Check every line below for the string "service", and copy the lines that contain it.

Records for processing below:

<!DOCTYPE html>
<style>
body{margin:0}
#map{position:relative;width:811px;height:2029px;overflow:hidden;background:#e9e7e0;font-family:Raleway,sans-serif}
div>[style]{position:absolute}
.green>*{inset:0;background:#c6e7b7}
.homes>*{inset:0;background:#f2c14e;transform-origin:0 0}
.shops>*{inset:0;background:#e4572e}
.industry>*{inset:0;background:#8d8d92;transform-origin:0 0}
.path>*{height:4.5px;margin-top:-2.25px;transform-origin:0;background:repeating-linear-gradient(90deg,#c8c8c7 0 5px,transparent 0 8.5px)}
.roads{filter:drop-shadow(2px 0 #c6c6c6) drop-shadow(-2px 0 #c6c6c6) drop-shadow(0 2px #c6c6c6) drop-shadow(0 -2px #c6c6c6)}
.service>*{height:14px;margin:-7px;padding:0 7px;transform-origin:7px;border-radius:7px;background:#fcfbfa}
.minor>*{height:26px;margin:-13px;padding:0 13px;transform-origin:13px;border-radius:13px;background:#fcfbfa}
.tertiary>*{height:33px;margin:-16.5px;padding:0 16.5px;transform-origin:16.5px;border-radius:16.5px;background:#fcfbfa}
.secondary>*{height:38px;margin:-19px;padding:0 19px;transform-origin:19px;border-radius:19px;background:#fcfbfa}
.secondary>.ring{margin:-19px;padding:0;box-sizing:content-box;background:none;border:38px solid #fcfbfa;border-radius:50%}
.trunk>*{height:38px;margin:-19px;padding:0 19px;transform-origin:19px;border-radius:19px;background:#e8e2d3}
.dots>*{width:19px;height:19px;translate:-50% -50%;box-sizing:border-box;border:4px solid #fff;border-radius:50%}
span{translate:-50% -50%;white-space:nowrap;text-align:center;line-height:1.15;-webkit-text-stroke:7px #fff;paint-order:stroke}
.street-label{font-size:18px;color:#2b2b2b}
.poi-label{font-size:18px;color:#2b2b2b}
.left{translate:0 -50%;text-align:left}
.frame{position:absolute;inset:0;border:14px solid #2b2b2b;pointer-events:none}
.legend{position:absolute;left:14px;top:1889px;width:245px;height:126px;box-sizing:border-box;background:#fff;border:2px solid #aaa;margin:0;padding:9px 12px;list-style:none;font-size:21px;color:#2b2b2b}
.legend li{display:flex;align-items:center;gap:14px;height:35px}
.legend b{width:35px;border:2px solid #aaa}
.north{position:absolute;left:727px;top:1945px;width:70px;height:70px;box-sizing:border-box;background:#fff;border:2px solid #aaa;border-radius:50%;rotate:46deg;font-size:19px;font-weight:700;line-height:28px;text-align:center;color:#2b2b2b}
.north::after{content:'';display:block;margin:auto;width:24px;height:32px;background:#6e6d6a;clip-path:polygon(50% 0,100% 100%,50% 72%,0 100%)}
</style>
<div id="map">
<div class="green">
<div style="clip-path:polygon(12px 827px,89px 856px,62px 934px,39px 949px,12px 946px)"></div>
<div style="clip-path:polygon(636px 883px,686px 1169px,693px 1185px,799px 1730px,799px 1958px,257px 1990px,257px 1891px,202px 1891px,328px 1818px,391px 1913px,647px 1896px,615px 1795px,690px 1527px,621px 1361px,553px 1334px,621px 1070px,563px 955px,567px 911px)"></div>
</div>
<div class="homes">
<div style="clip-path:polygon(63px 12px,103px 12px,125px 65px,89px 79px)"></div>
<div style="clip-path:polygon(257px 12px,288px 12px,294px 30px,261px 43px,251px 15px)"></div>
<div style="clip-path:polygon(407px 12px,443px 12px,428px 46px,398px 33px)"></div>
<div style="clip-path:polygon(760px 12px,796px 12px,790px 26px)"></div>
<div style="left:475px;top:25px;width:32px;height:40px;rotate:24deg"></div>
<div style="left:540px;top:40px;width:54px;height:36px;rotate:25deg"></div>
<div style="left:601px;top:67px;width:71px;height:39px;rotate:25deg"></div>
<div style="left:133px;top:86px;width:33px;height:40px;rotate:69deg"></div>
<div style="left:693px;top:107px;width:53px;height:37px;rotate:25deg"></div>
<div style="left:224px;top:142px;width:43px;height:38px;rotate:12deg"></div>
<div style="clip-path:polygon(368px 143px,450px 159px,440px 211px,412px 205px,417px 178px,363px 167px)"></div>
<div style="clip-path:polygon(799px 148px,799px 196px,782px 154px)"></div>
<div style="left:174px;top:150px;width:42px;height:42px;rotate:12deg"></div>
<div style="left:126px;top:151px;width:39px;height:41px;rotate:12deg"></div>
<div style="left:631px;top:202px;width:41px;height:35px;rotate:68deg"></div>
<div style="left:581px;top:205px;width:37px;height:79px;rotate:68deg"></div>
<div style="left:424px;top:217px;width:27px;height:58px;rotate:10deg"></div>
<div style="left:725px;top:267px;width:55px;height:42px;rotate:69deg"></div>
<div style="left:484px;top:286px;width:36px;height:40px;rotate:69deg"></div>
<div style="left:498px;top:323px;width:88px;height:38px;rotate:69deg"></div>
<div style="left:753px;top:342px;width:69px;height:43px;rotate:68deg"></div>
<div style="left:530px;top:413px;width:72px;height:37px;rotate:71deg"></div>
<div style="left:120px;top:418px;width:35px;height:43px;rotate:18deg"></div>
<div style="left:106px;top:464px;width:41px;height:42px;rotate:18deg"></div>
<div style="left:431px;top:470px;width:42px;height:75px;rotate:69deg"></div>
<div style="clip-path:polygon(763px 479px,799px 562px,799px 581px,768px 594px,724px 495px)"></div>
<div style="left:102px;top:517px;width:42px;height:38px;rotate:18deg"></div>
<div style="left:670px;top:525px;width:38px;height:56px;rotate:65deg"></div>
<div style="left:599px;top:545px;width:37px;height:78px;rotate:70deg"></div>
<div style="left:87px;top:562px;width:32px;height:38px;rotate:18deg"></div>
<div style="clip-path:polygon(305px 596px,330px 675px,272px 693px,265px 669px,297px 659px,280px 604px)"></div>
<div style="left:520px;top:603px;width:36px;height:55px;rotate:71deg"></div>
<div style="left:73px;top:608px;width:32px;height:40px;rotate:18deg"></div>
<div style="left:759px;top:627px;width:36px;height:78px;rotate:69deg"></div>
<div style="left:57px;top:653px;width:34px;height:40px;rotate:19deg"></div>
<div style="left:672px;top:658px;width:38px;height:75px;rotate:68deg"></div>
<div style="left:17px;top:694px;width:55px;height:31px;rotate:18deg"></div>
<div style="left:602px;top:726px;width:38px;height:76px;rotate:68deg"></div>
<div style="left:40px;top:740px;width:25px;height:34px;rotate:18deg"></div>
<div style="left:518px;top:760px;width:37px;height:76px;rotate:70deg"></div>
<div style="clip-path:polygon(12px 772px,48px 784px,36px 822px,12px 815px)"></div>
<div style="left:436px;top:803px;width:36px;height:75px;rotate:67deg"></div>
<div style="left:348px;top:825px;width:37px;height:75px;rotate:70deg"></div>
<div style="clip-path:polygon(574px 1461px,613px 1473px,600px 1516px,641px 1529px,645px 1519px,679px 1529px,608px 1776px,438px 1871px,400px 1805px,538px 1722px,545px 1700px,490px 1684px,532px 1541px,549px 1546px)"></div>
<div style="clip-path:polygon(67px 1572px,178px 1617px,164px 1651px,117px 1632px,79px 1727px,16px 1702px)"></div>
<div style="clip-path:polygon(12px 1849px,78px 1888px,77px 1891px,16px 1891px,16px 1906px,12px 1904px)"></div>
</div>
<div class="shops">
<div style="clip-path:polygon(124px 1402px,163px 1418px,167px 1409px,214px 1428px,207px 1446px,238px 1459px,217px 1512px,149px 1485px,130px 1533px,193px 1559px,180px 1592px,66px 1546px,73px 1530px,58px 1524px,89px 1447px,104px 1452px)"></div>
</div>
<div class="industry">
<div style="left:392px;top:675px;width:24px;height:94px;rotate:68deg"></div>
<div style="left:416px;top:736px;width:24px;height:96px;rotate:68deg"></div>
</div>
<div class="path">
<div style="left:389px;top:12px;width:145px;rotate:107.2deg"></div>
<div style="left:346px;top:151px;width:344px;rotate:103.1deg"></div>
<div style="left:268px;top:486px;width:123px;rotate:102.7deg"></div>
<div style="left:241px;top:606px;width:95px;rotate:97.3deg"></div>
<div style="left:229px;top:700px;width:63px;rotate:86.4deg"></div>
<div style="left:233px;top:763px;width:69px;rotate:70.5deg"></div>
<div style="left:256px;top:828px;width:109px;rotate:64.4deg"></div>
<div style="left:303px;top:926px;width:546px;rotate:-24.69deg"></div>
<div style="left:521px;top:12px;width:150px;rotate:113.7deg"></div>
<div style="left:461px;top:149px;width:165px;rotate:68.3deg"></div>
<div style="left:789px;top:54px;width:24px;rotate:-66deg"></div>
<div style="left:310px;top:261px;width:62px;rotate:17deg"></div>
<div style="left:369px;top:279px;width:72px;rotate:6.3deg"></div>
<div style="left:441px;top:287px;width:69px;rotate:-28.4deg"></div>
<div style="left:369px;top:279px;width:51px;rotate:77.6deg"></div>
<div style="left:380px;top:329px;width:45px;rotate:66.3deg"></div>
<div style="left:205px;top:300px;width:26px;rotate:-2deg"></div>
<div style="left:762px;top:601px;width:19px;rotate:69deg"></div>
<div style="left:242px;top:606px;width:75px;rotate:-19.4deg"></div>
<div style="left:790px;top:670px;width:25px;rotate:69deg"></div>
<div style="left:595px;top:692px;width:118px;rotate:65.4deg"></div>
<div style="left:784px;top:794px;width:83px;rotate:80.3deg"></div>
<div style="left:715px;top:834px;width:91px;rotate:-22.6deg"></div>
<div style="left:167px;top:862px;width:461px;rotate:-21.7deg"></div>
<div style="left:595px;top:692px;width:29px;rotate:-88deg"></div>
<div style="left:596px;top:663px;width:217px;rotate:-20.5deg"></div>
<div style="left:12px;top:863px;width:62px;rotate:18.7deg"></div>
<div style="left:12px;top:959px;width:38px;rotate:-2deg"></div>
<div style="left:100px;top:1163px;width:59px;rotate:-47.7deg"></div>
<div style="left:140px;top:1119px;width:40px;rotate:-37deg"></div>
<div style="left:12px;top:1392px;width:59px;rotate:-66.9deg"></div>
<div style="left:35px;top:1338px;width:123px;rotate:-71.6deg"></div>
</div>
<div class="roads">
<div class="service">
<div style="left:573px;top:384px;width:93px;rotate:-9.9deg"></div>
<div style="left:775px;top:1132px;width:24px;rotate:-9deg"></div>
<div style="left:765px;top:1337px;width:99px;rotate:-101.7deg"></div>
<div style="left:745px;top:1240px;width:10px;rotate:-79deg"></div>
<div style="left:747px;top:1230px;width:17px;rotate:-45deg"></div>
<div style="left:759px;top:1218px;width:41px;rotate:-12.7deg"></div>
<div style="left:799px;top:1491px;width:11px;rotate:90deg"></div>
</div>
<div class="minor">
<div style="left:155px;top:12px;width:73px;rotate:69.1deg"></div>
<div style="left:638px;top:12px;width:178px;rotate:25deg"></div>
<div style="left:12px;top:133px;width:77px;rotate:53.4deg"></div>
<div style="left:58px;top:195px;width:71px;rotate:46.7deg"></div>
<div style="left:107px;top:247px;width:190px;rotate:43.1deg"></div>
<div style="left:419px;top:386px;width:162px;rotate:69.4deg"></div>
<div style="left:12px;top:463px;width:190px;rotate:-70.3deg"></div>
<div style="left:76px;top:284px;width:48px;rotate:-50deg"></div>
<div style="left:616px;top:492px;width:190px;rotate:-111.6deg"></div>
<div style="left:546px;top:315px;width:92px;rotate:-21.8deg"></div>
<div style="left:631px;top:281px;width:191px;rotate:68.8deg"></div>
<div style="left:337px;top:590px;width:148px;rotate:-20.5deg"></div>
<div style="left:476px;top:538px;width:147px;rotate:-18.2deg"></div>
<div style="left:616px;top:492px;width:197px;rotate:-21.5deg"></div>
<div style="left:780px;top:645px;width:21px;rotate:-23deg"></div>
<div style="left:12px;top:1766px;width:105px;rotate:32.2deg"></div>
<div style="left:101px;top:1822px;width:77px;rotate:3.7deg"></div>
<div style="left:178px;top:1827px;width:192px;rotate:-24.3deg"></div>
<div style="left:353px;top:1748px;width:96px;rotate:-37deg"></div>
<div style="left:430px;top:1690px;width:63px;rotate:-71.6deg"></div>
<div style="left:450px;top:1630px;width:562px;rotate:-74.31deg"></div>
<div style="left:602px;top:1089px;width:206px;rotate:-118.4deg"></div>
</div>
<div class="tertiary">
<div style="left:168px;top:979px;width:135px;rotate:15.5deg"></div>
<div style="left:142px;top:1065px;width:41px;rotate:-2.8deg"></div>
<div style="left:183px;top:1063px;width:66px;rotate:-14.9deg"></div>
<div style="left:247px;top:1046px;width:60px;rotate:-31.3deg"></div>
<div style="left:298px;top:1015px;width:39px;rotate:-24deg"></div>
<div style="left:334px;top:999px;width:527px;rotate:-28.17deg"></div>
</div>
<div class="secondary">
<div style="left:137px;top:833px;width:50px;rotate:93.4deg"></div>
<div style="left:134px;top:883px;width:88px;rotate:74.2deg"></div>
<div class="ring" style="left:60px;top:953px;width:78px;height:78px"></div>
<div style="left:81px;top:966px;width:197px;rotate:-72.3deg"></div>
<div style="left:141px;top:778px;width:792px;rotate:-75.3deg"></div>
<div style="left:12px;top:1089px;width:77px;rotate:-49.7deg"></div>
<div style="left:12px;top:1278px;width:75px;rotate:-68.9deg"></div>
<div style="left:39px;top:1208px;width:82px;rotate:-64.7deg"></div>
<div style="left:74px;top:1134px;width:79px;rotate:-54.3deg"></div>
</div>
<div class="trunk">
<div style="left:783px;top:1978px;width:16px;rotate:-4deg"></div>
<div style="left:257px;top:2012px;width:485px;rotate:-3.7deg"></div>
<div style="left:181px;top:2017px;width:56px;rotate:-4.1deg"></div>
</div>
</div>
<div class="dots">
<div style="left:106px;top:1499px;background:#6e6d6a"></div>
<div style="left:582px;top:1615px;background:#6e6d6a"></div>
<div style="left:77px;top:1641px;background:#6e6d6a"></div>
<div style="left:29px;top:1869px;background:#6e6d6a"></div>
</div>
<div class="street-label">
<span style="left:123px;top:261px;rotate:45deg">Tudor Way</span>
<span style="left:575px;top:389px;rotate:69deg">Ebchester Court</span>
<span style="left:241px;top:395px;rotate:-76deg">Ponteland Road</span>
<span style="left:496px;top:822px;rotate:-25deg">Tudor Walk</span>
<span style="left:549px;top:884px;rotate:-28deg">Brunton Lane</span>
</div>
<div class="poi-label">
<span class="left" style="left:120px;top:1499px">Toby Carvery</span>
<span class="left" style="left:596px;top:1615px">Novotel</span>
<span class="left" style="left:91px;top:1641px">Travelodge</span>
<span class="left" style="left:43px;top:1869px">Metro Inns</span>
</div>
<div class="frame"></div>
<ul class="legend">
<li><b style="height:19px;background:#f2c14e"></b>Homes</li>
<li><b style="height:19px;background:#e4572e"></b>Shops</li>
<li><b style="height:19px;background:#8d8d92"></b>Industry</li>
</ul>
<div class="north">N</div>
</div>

End of Records for processing.

> **Answer box**:
.service>*{height:14px;margin:-7px;padding:0 7px;transform-origin:7px;border-radius:7px;background:#fcfbfa}
<div class="service">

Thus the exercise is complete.